== TASK REQUIREMENTS ==
Pull each line containing "absolute" out of the data and copy it.

== EXERCISE INPUT ==
⁂
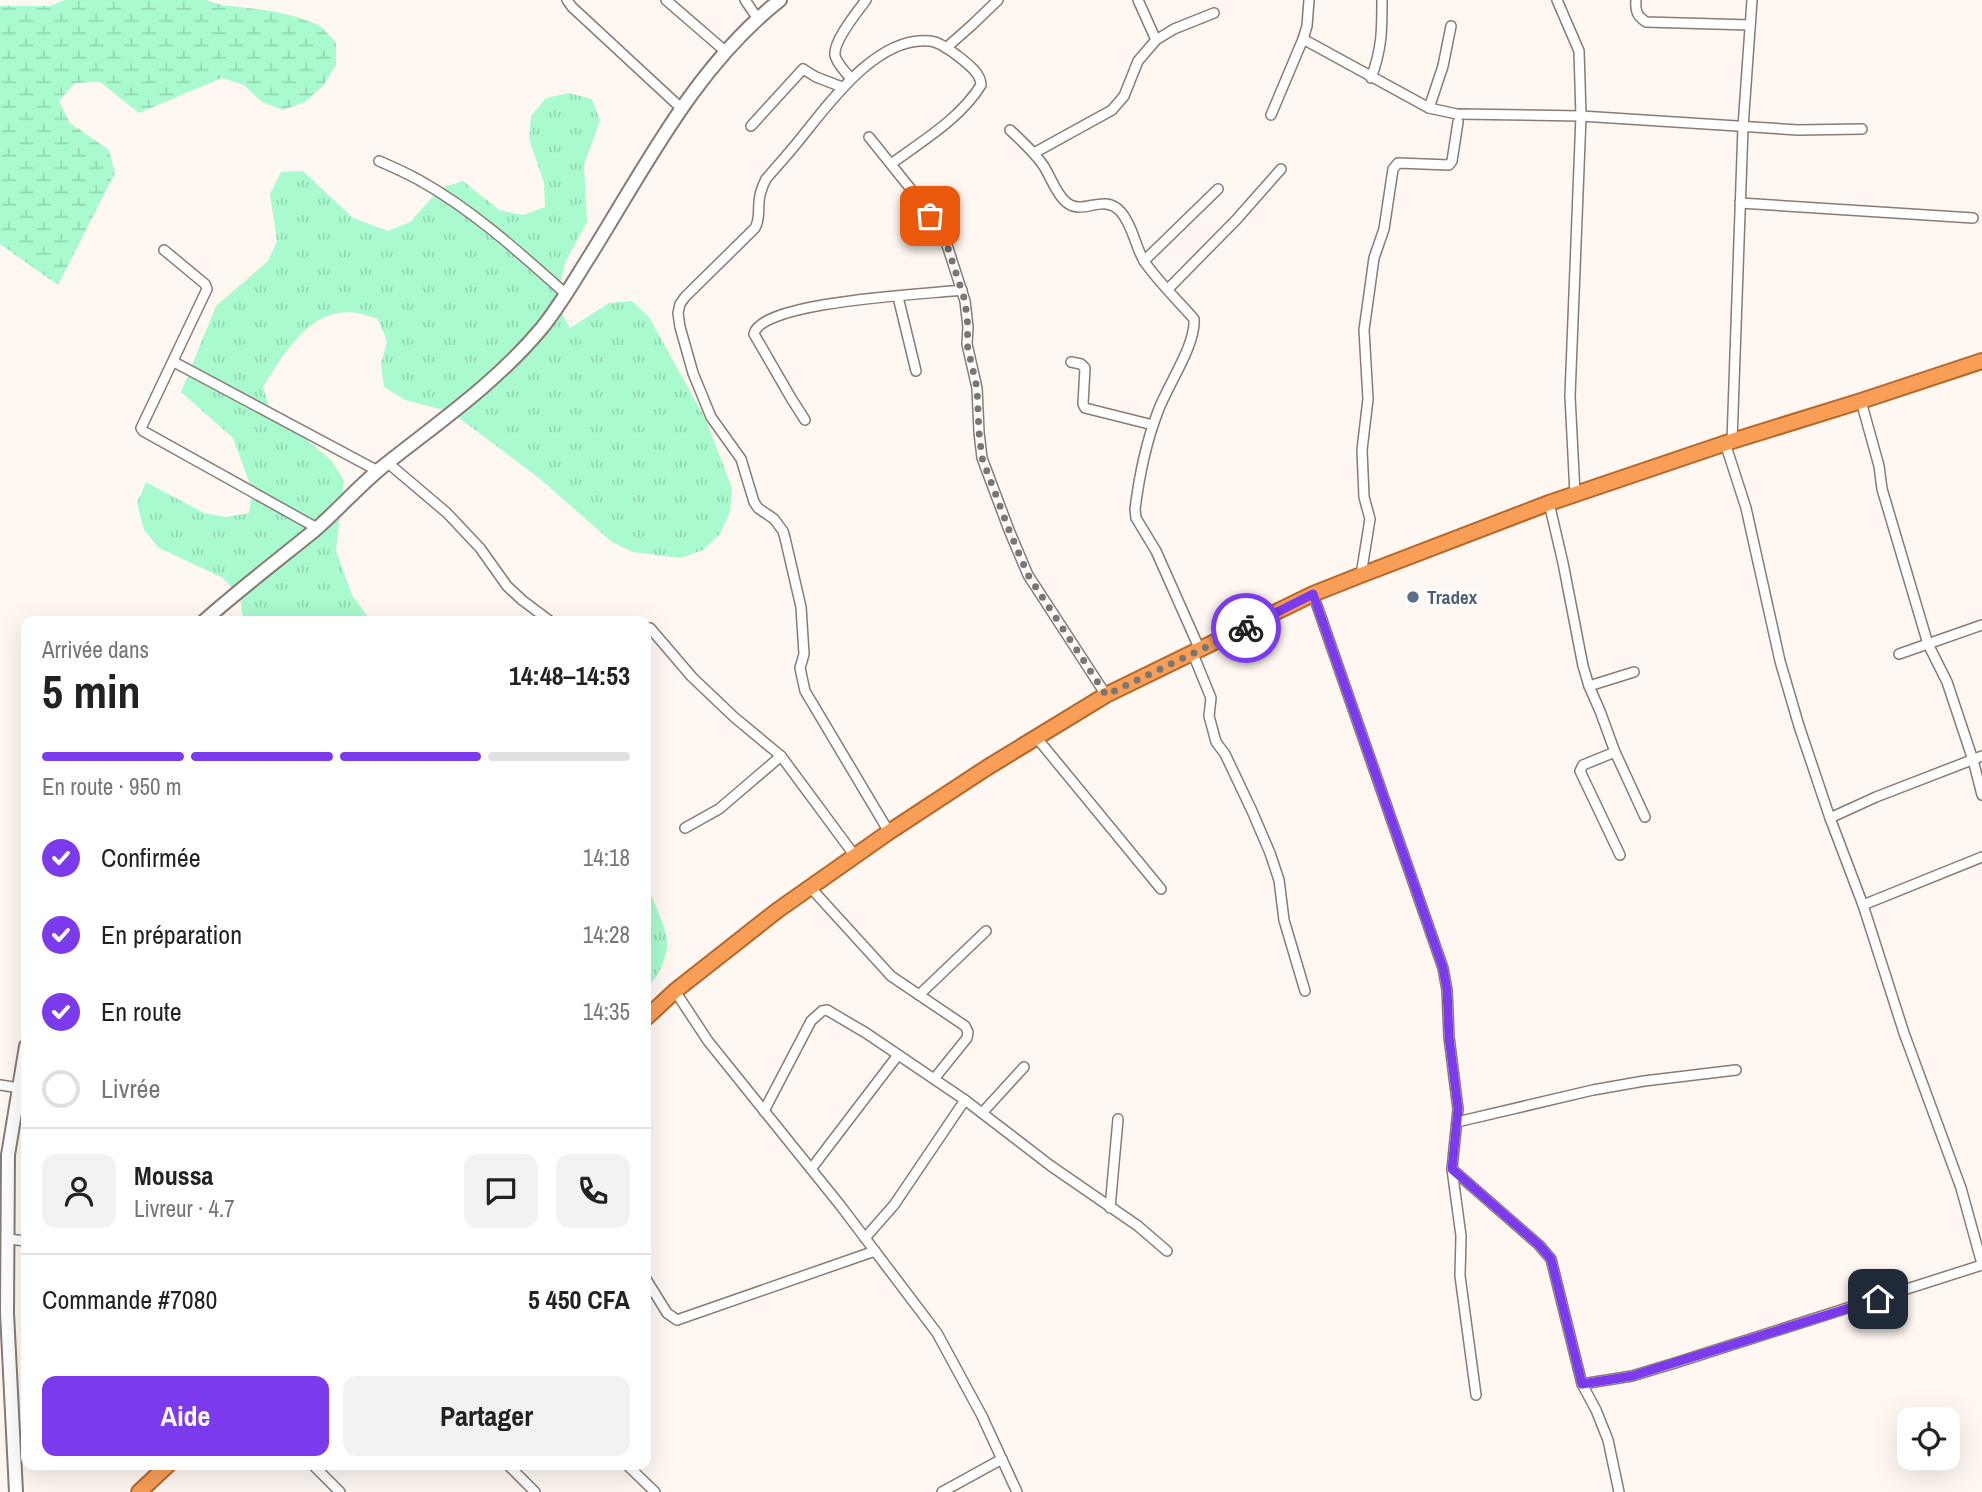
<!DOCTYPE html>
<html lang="fr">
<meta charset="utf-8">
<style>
:root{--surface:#fff;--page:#f2f2f2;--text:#222;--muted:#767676;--line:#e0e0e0;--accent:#7c3aed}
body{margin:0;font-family:"Archivo Narrow",sans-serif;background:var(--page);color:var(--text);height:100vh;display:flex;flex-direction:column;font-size:26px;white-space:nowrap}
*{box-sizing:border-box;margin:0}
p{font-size:23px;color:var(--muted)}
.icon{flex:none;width:38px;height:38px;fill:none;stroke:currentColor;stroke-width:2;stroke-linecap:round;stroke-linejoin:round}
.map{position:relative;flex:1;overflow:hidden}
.drawer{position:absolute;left:21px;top:616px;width:630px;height:854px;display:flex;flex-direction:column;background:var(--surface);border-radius:14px;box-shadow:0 7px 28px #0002}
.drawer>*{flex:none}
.tools{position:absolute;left:1897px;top:1407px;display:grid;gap:14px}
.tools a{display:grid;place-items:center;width:63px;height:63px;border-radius:14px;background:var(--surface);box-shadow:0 7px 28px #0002;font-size:35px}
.pin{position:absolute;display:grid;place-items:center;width:60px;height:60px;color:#fff;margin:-30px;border-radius:14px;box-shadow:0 4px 10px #0006}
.courier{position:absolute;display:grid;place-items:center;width:70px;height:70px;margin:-35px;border:5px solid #7c3aed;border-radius:50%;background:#fff;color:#222;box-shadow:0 2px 9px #0007}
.head em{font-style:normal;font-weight:700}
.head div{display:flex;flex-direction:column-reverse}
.head{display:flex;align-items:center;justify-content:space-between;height:119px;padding:0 21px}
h1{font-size:46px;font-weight:700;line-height:52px}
.bar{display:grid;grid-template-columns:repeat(4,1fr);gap:10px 7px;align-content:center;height:84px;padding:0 21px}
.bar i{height:9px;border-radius:5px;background:var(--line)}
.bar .on{background:var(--accent)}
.bar p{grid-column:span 4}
.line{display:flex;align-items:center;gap:18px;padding:0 21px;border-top:2px solid var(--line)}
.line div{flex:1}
.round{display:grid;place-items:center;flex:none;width:74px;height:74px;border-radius:14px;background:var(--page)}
ol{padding:0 21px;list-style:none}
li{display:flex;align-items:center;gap:21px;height:77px}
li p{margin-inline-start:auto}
li .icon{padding:7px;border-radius:50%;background:var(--accent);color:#fff;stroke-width:4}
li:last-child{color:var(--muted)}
li i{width:38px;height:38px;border:4px solid var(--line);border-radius:50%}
.button{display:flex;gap:14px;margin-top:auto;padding:14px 21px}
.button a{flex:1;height:80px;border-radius:14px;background:var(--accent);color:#fff;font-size:28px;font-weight:700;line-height:80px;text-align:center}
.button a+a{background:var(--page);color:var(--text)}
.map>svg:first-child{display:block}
.grass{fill:url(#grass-tufts)}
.wetland{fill:url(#wetland-marsh)}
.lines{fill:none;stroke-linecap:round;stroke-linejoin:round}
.minor-casing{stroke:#887c74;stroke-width:12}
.secondary-casing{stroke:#887c74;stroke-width:16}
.trunk-casing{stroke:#b3682c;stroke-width:18}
.minor{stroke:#fff;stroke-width:9}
.secondary{stroke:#fff;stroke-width:12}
.trunk{stroke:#f89e56;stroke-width:14}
.done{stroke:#7c7672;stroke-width:7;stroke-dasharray:0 12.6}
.route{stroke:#7c3aed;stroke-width:9}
.service-dot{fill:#5c6f8a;stroke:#fff;stroke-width:2.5}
.labels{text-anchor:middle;stroke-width:7;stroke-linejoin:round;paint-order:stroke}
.service-label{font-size:19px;font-weight:bold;fill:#4e5e75;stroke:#fff;text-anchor:start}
</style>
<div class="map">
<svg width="1982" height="1492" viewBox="0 0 1982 1492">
<defs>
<pattern id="grass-tufts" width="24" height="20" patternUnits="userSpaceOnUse" patternTransform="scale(1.75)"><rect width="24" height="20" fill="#a9face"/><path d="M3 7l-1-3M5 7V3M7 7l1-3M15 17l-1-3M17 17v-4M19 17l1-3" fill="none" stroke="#92d7b1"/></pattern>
<pattern id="wetland-marsh" width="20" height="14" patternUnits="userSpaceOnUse" patternTransform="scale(1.75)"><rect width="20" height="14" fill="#a9face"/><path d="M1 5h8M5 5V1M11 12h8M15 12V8" fill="none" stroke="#92d7b1"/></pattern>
</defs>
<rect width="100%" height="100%" fill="#fff7f1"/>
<!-- grass -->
<g class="grass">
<path d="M 569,93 L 592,99 L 600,121 L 584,165 L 587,222 L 565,263 L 556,303 L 570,328 L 609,303 L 632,301 L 649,317 L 706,420 L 732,488 L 730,512 L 720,534 L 703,550 L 680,558 L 633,552 L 612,542 L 539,478 L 451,412 L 405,400 L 384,387 L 381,364 L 387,341 L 378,319 C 371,317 364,314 357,313 C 310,306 284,354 263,387 L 270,409 L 332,461 L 344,481 L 336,550 L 352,595 L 371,621 L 243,621 L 240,596 L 223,578 L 159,548 L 144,530 L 137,503 L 146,482 L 204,513 L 226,517 L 249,513 L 252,490 L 233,438 L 181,392 L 216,306 L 268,261 L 277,241 L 270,194 L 281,172 L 303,171 L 353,218 L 388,231 L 410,222 L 441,188 L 463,181 L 499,210 L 523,215 L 545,207 L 544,183 L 529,139 L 531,116 L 546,98 Z"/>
<path d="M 646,882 C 651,895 666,928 667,940 C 668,958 658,977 646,990 Z"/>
</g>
<!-- wetland -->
<path class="wetland" d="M 65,0 L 205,0 L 222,5 L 272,11 L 297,17 L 319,25 L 336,42 L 336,65 L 324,85 L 305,102 L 283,110 L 262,102 L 244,85 L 222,78 L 139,113 L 100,82 L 75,83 L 59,101 L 70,123 L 109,150 L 115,173 L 58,285 L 0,244 L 0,6 L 50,6 Z"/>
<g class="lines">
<defs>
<g id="minor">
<path d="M 567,0 L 572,7 L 681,108"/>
<path d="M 666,0 L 725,51"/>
<path d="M 745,0 L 758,19"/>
<path d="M 1138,0 L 1156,40"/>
<path d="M 1557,0 L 1579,51 L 1581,116 L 1570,396 L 1575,494"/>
<path d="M 1636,0 C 1635,11 1637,16 1646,22 L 1750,25"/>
<path d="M 1303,39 L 1429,108 L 1457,114 L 1581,116 L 1798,130 L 1862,129"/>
<path d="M 946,48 L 972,25 L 998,0"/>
<path d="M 1371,78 C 1382,49 1382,30 1382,0"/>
<path d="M 851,79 C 846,72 836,63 835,55 C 833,41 858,11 866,0"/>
<path d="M 1429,108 L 1443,66 L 1451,26"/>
<path d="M 1271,115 L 1303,39 L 1307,26 L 1309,0"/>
<path d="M 751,126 L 803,69 L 816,77 L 842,87"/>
<path d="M 1010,130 C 1022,141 1034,152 1043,165 C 1051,177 1056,194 1066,202 C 1083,217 1103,192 1121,212 C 1133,226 1135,246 1144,261 C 1156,279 1179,302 1194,319 C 1196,346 1166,387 1157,414 C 1146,443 1139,478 1135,509 L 1136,518 L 1156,551 L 1200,650"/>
<path d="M 869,137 L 910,188 L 940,231 L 947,245 L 965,301 L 968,327 L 967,344 L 977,388 L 979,432 L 982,458 L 1009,530 L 1028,575 L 1106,695"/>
<path d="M 1034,153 L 1112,110 L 1124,96 L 1138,61 L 1156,40 L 1174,29 L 1214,13"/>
<path d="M 379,161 C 393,167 406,173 419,180 C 473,210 520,253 566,294"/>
<path d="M 1740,203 L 1973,218"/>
<path d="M 164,250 L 205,284 L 207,289 L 141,428 L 143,431 L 317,528"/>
<path d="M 1144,261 L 1218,189"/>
<path d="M 1168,289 L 1236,220 L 1281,169"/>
<path d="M 898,297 L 916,371"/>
<path d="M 174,362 L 378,471"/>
<path d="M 1071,362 L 1081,364 L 1085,368 L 1083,404 L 1085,408 L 1153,425"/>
<path d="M 1861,401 L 1879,466 L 1882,489 L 1928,644 L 1947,682 L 1973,760 L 1982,795"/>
<path d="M 805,420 L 791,398 L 754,334 C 760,301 929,294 962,290"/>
<path d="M 1732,441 L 1743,127 L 1752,0"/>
<path d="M 1725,443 L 1746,508 L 1780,661 L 1799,726 L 1830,818 L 1863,905 L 1904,1033 L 1961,1188 L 1982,1264"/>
<path d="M 388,463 L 447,513 L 480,548 L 507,586 L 522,600 L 550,621"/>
<path d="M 1549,503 L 1563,563 L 1583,666 L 1589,686 L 1600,711 L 1615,752 L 1645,817"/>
<path d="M 1361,575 L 1370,519 L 1364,497 L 1362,450 L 1368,399 L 1364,330 L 1374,258 L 1384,229 L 1393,169 L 1398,163 L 1449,165 L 1452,161 L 1458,122"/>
<path d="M 1313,594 L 1443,968 L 1447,990 L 1449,1037 L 1458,1109 L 1452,1169 L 1461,1236 L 1460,1276 L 1476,1395"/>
<path d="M 650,628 L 692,677 L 734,717 L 781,756 L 855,856"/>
<path d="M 1193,654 L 1211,698 L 1209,716 L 1216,742 L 1225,754 L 1252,811 L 1270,853 L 1279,880 L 1284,920 L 1305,991"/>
<path d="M 1899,654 L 1982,625"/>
<path d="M 1589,686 L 1634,672"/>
<path d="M 1036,737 L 1161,889"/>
<path d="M 1615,752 L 1583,765 L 1580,771 L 1620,855"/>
<path d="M 1830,818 L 1876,797 L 1982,756"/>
<path d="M 685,828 L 719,809 L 781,756"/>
<path d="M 889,832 L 805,691 L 800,668 L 804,654 L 801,607 L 785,538 L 783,531 L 774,519 L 758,508 L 754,502 L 741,459 L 711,417 L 693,373 L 680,327 L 678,313 L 680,304 L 685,297 L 755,228 C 760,219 758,213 759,203 C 759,195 762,187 766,179 C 778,165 790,152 801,138 C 830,102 878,35 930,41 C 939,42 947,48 954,53 C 964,61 981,72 981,85 C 960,119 922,141 891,164"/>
<path d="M 810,887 L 891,976 L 965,1026 L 968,1032 L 967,1038 L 934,1079"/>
<path d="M 1863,905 L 1982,857"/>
<path d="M 675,991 L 708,1041 L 840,1205 L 937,1333 L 982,1416 L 1017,1492"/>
<path d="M 919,995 L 986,931"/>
<path d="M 0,1085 L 19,1088"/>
<path d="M 764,1111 L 811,1021 L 822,1011 L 827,1010 L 866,1033 L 965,1100 L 1051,1166 L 1138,1226 L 1167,1251"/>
<path d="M 982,1113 L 1024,1067"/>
<path d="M 1457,1122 L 1593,1090 L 1644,1081 L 1736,1070"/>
<path d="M 811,1169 L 898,1055"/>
<path d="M 1452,1169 L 1539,1245 L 1551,1259 L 1582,1384 L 1596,1410 L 1608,1440 L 1619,1492"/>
<path d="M 1110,1208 L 1118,1119"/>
<path d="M 865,1238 L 894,1205 L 965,1100"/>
<path d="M 8,1239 L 26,1241"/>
<path d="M 646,1279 L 667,1313 L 677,1320 L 875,1251"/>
<path d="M 1582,1384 L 1632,1376 L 1675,1363 L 1982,1265"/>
<path d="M 313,1465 L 340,1492"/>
<path d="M 508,1465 L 535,1492"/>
<path d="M 627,1465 L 655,1492"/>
<path d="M 942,1492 L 1002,1459"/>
</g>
<g id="secondary">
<path d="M 204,621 C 240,589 278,560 315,530 C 338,510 358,487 381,468 C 436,424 495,384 541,329 C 560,306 575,279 591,254 C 647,164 696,66 780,0"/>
<path d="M 16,1492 L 7,1313 L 8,1155 L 26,1046"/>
</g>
<g id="trunk">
<path d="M 646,1018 L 675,991 L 778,910 L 889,832 L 988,767 L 1106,695 L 1313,594 L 1361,575 L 1549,503 L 1732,441 L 1861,401 L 1982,361"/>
<path d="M 139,1492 L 168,1465"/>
</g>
</defs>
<!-- minor casing -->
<use href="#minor" class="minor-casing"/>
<!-- secondary casing -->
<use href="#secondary" class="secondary-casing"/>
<!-- trunk casing -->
<use href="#trunk" class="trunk-casing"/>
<!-- minor -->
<use href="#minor" class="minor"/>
<!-- secondary -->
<use href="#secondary" class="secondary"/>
<!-- trunk -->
<use href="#trunk" class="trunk"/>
</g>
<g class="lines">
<!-- done -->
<path class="done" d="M 930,216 L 947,245 L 965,301 L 968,327 L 967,344 L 977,388 L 979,432 L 982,458 L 1009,530 L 1028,575 L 1106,695 L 1246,628"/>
<!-- route -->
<path class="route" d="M 1246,628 L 1313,594 L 1443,968 L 1447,990 L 1449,1037 L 1458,1109 L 1452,1169 L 1539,1245 L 1551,1259 L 1582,1384 L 1632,1376 L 1878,1299"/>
</g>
<!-- markers -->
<circle class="service-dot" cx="1413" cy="597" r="7"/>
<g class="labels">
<!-- service labels -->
<g class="service-label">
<text x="1427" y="604">Tradex</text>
</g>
</g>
</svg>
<div class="tools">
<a><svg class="icon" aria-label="locate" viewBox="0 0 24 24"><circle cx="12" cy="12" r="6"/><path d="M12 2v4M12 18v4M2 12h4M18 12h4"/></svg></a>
</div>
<div class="pin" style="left:930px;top:216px;background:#ea580c"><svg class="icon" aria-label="bag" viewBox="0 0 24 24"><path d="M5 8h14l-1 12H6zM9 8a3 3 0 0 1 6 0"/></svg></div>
<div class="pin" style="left:1878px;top:1299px;background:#1f2937"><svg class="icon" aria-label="home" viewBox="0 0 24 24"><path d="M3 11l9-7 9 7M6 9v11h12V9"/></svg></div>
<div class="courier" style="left:1246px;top:628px"><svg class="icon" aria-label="bike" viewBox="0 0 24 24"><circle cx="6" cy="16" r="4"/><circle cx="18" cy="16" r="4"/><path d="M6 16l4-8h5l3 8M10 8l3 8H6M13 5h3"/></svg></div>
<section class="drawer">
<div class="head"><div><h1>5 min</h1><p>Arrivée dans</p></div><em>14:48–14:53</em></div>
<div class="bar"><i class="on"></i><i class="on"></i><i class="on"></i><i></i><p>En route · 950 m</p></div>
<ol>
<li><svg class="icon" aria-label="check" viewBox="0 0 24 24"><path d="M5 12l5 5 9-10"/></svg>Confirmée<p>14:18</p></li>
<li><svg class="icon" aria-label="check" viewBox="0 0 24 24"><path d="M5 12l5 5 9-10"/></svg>En préparation<p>14:28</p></li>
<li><svg class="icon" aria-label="check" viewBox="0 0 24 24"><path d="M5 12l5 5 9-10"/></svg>En route<p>14:35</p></li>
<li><i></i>Livrée</li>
</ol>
<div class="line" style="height:126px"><a class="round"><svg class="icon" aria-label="person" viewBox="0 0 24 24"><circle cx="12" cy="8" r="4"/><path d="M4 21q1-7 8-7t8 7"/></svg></a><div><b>Moussa</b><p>Livreur · 4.7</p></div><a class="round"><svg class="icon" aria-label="chat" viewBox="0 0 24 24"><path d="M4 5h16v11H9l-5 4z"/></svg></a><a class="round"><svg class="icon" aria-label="phone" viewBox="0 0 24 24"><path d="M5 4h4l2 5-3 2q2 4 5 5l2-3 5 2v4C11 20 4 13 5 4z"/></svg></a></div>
<div class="line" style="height:91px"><div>Commande #7080</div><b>5 450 CFA</b></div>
<div class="button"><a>Aide</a><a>Partager</a></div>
</section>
</div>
⁂
== RESPONSE TO THE TASK ==
.drawer{position:absolute;left:21px;top:616px;width:630px;height:854px;display:flex;flex-direction:column;background:var(--surface);border-radius:14px;box-shadow:0 7px 28px #0002}
.tools{position:absolute;left:1897px;top:1407px;display:grid;gap:14px}
.pin{position:absolute;display:grid;place-items:center;width:60px;height:60px;color:#fff;margin:-30px;border-radius:14px;box-shadow:0 4px 10px #0006}
.courier{position:absolute;display:grid;place-items:center;width:70px;height:70px;margin:-35px;border:5px solid #7c3aed;border-radius:50%;background:#fff;color:#222;box-shadow:0 2px 9px #0007}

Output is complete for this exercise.